Third, for the past few decades there’s been a weird uncoupling between economic growth and the fortunes of most people in the developed world. I won’t insult your intelligence by re-posting the same graph you’ve seen a thousand times, but this isn’t subtle. If all the economists and all the CEOs are wrong, and we get a 3% boost in GDP over a decade or something, I expect when I open a holo-newspaper in 2027 it’ll be about how mysterious it is that average middle-class salaries are still pretty close to their 1970s level. I don’t think you have to be a communist to believe that economic growth that just goes to a tiny subsection of the population isn’t all that useful. You just have to be a utilitarian.
(I guess expanding the economy can also give us cool technology, but I would like rather less cool technology for a while, actually).
But most important, if all of this is wrong – if the CEOs are lying and really they’ll spend the money on investment, and the economists are wrong and really corporate investment will turbo-charge the economy, and the past few decades of economic history are wrong and some of the gains of a turbo-charged economy go to the poor and middle-class – then the good thing that happens is that poor and middle-class people have more money.
…which is the same thing that would have happened if you had just lowered the taxes on the poor and middle-class directly, you moron. It’s also what would happen if we spent it on welfare for the poor, on health care for the middle class. God help me, even Bernie’s free college tuition would save a couple people from student loan debt.
For the corporate tax cut to be a better idea, it would have to turbo charge the economy so dramatically that even after accounting for the low chance it will work at all, the amount taken off the top by executives and shareholders, and the poor ability of economic turbo-charging to ever reach the working class, it still puts more money in the hands of people who need it than just giving them the money would. I am not an economist and I don’t know as much about multipliers as I should, but I have not heard anyone seriously assert this.

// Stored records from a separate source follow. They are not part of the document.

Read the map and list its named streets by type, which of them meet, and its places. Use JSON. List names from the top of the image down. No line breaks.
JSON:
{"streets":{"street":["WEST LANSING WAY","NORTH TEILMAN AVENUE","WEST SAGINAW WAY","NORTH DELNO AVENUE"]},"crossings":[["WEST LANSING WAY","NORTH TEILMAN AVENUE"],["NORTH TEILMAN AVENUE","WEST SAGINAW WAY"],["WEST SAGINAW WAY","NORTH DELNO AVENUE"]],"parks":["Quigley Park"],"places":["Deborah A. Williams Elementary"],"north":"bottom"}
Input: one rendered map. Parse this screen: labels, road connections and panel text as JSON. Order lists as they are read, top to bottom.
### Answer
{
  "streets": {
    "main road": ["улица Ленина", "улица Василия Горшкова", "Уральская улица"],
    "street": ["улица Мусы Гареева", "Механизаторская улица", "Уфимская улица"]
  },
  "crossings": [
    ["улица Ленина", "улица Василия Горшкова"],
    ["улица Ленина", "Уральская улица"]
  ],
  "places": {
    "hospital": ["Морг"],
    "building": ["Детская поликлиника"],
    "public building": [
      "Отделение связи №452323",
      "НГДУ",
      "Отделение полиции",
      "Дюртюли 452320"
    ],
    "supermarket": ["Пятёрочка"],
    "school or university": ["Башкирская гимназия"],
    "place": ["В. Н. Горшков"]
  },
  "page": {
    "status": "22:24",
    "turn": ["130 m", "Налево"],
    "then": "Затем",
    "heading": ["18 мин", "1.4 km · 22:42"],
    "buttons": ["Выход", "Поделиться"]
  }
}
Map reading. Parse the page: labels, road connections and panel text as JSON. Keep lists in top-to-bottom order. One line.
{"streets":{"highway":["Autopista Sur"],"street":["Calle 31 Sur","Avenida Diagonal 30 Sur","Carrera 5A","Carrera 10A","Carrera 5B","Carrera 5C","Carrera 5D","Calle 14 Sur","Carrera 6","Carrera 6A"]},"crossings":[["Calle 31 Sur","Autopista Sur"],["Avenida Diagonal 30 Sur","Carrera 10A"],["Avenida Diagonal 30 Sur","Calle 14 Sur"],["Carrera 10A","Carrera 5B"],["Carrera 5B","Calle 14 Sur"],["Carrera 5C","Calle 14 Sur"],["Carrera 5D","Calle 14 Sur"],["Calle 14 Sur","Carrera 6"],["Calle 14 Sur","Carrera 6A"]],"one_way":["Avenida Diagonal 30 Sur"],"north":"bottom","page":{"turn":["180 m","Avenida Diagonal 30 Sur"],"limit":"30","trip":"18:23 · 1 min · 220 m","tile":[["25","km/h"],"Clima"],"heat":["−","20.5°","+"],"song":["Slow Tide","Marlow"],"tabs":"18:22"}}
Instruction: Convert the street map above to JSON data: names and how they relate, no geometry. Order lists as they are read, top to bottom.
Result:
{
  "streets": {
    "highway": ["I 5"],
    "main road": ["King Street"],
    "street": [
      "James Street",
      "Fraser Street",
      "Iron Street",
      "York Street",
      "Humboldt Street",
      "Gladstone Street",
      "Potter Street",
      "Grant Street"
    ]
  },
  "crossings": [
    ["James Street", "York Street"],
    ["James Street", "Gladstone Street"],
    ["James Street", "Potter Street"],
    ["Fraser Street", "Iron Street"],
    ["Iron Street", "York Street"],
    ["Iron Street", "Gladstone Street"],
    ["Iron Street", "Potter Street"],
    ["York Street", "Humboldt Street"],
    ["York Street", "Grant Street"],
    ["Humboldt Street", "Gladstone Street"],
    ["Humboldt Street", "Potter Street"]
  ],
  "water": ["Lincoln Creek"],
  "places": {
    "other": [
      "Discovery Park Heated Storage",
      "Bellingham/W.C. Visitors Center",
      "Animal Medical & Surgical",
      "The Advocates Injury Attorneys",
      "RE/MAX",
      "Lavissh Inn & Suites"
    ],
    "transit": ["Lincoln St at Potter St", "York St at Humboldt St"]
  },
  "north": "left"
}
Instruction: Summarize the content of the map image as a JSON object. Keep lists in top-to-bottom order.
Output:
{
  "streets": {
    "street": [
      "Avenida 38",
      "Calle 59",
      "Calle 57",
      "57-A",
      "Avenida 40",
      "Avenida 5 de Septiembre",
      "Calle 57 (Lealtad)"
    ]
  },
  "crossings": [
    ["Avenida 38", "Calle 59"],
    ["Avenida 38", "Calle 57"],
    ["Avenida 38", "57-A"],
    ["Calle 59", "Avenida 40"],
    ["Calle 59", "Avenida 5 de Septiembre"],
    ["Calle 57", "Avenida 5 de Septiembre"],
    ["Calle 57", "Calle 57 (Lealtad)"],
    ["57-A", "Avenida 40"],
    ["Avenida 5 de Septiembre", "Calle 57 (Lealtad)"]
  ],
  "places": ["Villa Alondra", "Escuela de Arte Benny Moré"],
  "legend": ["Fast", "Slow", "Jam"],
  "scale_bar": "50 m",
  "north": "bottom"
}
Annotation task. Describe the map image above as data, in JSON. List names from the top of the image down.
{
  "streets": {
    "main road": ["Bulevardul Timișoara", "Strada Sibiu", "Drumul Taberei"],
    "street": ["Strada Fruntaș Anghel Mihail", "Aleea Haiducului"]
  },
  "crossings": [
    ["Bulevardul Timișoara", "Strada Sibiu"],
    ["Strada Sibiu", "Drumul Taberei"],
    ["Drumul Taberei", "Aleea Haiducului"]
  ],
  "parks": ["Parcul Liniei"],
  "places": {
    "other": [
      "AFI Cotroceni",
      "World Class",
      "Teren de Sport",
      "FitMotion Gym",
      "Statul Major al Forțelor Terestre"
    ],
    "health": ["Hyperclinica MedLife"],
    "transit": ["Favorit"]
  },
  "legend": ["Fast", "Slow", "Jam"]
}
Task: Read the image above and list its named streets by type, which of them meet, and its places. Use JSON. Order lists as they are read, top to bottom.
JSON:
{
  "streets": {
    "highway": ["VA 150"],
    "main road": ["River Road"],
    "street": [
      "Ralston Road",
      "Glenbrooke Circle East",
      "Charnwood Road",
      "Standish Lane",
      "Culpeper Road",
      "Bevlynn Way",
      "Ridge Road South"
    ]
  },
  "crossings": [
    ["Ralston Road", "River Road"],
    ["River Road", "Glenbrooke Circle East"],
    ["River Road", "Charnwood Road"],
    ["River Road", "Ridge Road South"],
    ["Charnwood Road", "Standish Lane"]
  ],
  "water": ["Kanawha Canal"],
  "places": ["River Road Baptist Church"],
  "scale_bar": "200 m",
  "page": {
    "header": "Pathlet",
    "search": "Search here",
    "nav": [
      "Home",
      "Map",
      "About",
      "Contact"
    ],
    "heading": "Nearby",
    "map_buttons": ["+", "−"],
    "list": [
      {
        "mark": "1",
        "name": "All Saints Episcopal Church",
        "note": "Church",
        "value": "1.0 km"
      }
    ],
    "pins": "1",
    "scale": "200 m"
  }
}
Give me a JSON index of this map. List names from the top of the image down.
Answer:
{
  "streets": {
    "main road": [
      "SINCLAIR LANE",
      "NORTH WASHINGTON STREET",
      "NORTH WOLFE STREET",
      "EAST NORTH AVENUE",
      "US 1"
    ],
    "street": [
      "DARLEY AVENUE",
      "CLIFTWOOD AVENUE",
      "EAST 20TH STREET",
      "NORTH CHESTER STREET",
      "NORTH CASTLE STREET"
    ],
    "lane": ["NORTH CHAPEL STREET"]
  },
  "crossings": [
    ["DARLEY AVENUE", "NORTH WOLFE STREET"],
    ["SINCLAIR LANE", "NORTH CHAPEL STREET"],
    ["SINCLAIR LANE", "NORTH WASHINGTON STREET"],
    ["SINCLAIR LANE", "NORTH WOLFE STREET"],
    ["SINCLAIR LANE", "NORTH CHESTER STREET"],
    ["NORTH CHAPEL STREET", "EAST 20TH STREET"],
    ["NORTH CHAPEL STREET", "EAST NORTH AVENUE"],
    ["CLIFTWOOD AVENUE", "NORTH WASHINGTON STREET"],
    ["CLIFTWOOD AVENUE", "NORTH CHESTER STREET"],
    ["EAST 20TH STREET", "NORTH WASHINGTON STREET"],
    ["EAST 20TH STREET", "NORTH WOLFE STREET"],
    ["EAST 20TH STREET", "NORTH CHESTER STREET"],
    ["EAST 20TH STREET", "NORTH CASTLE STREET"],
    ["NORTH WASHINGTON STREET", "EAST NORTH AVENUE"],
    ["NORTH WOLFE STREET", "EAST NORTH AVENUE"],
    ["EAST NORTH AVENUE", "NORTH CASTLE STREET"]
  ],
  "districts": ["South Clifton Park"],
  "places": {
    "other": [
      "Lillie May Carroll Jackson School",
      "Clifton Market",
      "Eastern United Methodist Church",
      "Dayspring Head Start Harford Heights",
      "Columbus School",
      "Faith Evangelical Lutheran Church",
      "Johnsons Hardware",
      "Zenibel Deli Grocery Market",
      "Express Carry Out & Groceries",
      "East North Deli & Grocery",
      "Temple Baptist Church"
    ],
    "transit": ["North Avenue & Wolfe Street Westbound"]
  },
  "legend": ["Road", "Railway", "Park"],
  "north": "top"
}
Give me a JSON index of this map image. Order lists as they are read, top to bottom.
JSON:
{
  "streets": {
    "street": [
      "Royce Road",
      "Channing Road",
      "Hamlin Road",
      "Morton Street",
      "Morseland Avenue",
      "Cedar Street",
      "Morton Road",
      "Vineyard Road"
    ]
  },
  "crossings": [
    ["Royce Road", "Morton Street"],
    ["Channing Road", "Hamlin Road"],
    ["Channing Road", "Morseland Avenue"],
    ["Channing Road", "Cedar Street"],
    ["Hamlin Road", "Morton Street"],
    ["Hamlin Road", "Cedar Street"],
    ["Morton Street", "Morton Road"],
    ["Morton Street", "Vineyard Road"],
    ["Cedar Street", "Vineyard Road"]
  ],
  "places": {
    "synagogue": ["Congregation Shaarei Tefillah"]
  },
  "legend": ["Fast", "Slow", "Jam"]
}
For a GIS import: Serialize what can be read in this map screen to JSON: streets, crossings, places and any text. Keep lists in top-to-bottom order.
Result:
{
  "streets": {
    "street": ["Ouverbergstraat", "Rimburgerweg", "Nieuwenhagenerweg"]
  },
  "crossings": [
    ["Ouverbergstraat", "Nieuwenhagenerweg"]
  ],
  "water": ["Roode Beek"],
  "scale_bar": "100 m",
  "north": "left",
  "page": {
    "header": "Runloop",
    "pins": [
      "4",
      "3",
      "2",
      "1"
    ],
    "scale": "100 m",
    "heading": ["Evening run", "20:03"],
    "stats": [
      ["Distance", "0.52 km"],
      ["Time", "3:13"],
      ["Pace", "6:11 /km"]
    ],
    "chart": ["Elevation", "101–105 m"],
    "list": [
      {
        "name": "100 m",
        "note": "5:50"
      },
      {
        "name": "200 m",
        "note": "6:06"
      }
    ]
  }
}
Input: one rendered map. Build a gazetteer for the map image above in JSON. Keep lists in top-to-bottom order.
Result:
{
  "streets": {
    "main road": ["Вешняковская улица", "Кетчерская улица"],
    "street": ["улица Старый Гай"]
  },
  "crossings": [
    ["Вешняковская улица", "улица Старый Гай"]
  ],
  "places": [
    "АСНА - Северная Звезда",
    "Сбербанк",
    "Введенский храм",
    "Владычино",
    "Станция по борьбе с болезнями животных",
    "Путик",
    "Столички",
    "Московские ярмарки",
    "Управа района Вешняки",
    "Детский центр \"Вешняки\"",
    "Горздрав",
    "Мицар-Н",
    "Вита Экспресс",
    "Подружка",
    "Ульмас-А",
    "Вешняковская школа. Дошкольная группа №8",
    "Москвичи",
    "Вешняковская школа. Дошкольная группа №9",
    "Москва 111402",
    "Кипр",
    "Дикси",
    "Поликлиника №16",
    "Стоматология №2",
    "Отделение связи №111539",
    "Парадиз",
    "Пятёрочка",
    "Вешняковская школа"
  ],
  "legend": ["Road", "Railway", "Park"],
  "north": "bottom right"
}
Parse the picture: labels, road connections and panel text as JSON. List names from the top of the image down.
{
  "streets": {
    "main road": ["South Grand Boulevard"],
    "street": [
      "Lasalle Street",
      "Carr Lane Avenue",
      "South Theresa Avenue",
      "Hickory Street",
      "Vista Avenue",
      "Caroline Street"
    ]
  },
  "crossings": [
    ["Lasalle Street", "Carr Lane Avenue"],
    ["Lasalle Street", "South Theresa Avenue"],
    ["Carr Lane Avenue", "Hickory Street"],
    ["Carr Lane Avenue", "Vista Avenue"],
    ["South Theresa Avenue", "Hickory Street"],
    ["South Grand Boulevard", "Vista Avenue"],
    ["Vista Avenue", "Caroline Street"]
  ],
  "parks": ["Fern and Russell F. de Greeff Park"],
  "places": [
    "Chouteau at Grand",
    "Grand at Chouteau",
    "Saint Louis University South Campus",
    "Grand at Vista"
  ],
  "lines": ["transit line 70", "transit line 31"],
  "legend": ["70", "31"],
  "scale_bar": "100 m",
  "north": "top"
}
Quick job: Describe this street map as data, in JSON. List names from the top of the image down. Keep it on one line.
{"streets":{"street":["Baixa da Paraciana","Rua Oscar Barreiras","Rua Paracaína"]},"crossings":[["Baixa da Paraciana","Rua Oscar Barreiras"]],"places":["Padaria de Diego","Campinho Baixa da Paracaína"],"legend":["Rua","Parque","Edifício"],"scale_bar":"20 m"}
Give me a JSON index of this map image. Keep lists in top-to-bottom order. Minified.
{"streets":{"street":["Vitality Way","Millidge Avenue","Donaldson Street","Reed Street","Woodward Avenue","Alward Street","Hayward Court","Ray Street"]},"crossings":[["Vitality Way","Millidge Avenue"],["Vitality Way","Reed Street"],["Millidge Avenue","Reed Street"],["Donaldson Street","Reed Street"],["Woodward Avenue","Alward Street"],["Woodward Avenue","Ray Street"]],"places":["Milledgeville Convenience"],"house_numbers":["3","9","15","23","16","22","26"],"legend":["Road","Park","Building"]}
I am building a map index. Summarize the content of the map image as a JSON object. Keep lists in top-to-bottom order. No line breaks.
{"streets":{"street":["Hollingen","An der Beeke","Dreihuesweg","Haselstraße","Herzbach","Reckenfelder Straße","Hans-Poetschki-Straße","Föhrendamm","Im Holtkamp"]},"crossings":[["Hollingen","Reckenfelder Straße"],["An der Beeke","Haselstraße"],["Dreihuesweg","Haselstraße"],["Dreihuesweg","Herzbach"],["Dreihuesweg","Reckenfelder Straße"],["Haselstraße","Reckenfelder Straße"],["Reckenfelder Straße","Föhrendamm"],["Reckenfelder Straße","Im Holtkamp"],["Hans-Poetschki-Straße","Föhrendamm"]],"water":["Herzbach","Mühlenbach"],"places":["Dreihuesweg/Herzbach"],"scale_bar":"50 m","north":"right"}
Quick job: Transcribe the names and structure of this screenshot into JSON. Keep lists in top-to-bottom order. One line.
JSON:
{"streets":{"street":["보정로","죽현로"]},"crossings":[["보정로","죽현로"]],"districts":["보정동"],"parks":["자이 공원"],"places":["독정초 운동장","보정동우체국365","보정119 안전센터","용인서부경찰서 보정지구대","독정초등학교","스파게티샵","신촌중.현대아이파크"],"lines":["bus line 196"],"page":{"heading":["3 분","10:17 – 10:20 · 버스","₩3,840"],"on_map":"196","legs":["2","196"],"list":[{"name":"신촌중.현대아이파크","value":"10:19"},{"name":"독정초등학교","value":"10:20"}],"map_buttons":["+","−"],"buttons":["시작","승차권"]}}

Last week I criticized socialists who prefer funding complicated government programs that might eventually help poor people, to just giving poor people the money. I feel like this is the same sort of issue. Some sort of complicated scheme in which we make corporations much richer and hope this is good for the poor and middle-class in some way is a lot less certain than just giving poor and middle-class people more money.
Spending the tax money on social welfare programs would help give poor and middle-class people more money. Expanding the EITC would give poor and middle-class people more money. Cutting personal income taxes in lower brackets would give poor and middle-class people more money. This tax bill doesn’t do any of those things, and it costs the money that would make doing any of those things easier.
It’s sometimes unfair to compare real government programs to the most effective possible government program; everything fails by that measure. But this tax bill seems so much worse than even other tax cuts that I think it’s fair to judge it as a tremendous opportunity cost.